(Source records)
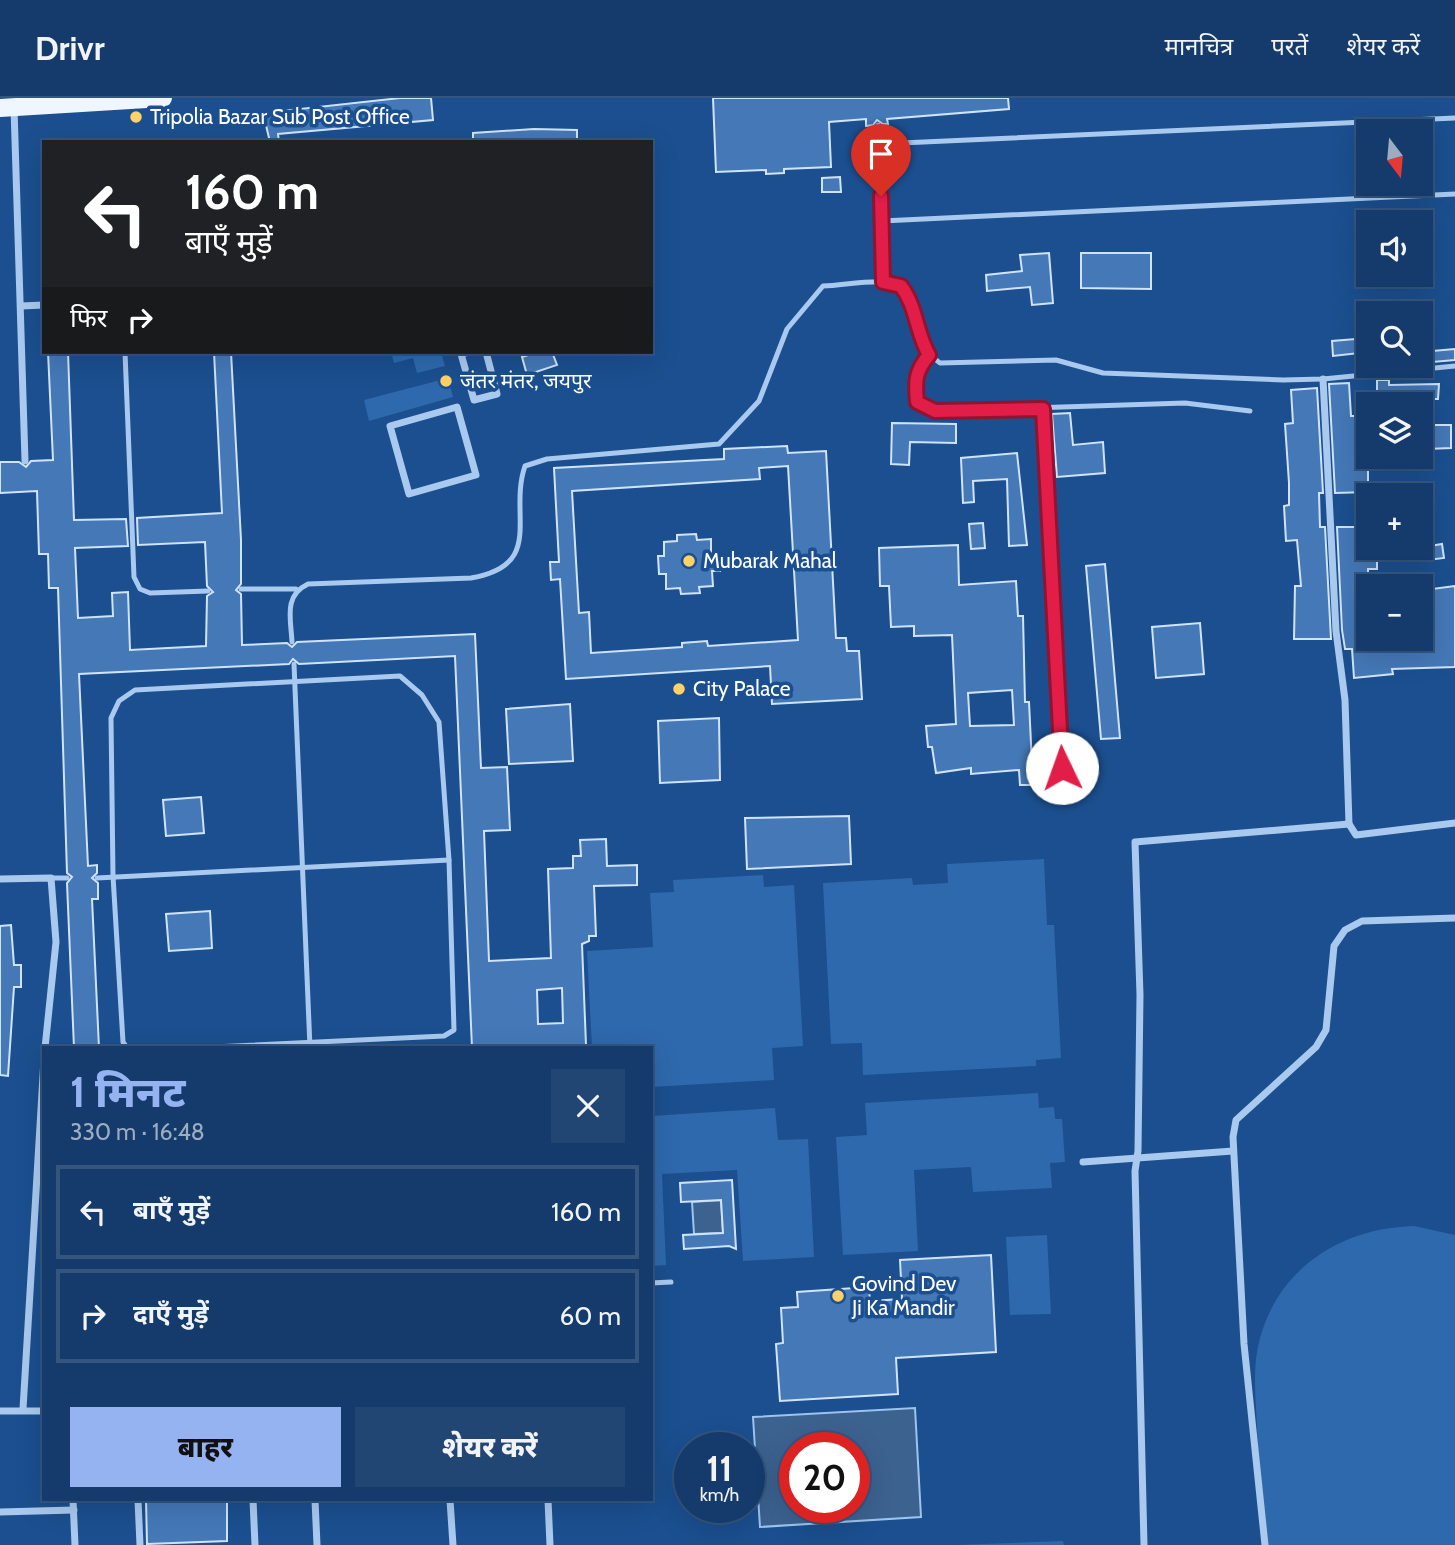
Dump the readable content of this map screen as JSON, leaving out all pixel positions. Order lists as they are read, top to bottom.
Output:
{
  "places": [
    "Tripolia Bazar Sub Post Office",
    "जंतर मंतर, जयपुर",
    "Mubarak Mahal",
    "City Palace",
    "Govind Dev Ji Ka Mandir"
  ],
  "north": "bottom",
  "page": {
    "header": "Drivr",
    "nav": ["मानचित्र", "परतें", "शेयर करें"],
    "map_buttons": ["+", "−"],
    "turn": ["160 m", "बाएँ मुड़ें"],
    "then": "फिर",
    "heading": ["1 मिनट", "330 m · 16:48"],
    "list": [
      {
        "name": "बाएँ मुड़ें",
        "value": "160 m"
      },
      {
        "name": "दाएँ मुड़ें",
        "value": "60 m"
      }
    ],
    "buttons": ["बाहर", "शेयर करें"],
    "speed": "11 km/h",
    "limit": "20"
  }
}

**Task requirements:**
Quote the preceding records in their entirety, excluding every picture.

**Output for this task:**
Dump the readable content of this map screen as JSON, leaving out all pixel positions. Order lists as they are read, top to bottom.
Output:
{
  "places": [
    "Tripolia Bazar Sub Post Office",
    "जंतर मंतर, जयपुर",
    "Mubarak Mahal",
    "City Palace",
    "Govind Dev Ji Ka Mandir"
  ],
  "north": "bottom",
  "page": {
    "header": "Drivr",
    "nav": ["मानचित्र", "परतें", "शेयर करें"],
    "map_buttons": ["+", "−"],
    "turn": ["160 m", "बाएँ मुड़ें"],
    "then": "फिर",
    "heading": ["1 मिनट", "330 m · 16:48"],
    "list": [
      {
        "name": "बाएँ मुड़ें",
        "value": "160 m"
      },
      {
        "name": "दाएँ मुड़ें",
        "value": "60 m"
      }
    ],
    "buttons": ["बाहर", "शेयर करें"],
    "speed": "11 km/h",
    "limit": "20"
  }
}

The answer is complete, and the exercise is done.